In addition to printing data to the General Stats, MultiQC modules typically also write to text-files to allow people to easily use the data in downstream applications. This also gives the opportunity to output additional data that may not be appropriate for the General Statistics table.

Again, there is a base class function to help you with this - just supply it with a dictionary and a filename:

data = {
    'sample_1': {
        'first_col': 91.4,
        'second_col': '78.2%'
    },
    'sample_2': {
        'first_col': 138.3,
        'second_col': '66.3%'
    }
}
self.write_data_file(data, 'multiqc_mymod')

If your output has a lot of columns, you can supply the additional argument sort_cols = True to have the columns alphabetically sorted.

This function will also pay attention to the default / command line supplied data format and behave accordingly.
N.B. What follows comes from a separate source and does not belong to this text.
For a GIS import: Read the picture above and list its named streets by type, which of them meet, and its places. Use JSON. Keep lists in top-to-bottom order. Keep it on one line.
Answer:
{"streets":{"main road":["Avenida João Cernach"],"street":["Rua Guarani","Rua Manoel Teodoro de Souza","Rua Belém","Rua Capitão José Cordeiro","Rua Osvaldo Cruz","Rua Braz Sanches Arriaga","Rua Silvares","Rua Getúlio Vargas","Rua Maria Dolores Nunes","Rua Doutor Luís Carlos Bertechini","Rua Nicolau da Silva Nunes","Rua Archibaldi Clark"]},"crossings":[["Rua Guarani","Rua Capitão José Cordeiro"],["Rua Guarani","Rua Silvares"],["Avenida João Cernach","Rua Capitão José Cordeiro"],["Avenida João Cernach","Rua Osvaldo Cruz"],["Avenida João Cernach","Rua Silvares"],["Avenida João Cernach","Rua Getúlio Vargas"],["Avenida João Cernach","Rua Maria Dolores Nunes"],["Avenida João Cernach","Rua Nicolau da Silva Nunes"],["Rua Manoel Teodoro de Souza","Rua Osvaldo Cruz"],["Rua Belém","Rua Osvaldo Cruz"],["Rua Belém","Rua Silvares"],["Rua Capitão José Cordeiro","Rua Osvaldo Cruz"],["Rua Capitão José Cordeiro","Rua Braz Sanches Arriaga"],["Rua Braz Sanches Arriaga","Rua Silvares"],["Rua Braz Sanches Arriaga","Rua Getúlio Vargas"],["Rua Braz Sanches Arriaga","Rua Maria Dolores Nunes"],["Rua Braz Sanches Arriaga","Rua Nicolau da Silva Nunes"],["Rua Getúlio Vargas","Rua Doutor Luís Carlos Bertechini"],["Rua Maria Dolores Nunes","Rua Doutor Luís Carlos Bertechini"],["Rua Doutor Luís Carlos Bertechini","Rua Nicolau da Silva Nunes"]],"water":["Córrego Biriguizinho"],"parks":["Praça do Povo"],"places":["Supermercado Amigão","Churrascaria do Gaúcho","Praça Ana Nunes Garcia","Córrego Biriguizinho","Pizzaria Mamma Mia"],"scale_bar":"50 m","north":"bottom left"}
So the written file could be a tab-separated file (default), JSON or YAML.

Note that any keys with more than 2 levels of nesting will be ignored when being written to tab-separated files.

Step 5 - Create report sections

Great! It's time to start creating sections of the report with more information. To do this, use the self.add_section() helper function:

self.add_section (
    name = 'First Module Section',
    anchor = 'mymod-first',
    description = 'My amazing module output, from the first section',
    helptext = "If you're not sure _how_ to interpret the data, we can help!",
    plot = bargraph.plot(data)
)
self.add_section (
    name = 'Second Module Section',
    anchor = 'mymod-second',
    plot = linegraph.plot(data2)
)
self.add_section (
    content = '<p>Some custom HTML.</p>'
)

These will automatically be labelled and linked in the navigation (unless the module has only one section or name is not specified).

Note that description and helptext are processed as Markdown by default. This can be disabled by passing autoformat=False to the function.

Step 6 - Plot some data

Ok, you have some data, now the fun bit - visualising it! Each of the plot types is described in the Plotting Functions section of the docs.

Appendices

Profiling Performance

It's important that MultiQC runs quickly and efficiently, especially on big projects with large numbers of samples. The recommended method to check this is by using cProfile to profile the code execution. To do this, run MultiQC as follows:

python -m cProfile -o multiqc_profile.prof /path/to/MultiQC/scripts/multiqc -f .

You can create a .bashrc alias to make this easier to run:

alias profile_multiqc='python -m cProfile -o multiqc_profile.prof /path/to/MultiQC/scripts/multiqc '
profile_multiqc -f .

MultiQC should run as normal, but produce the additional binary file multiqc_profile.prof. This can then be visualised with software such as SnakeViz.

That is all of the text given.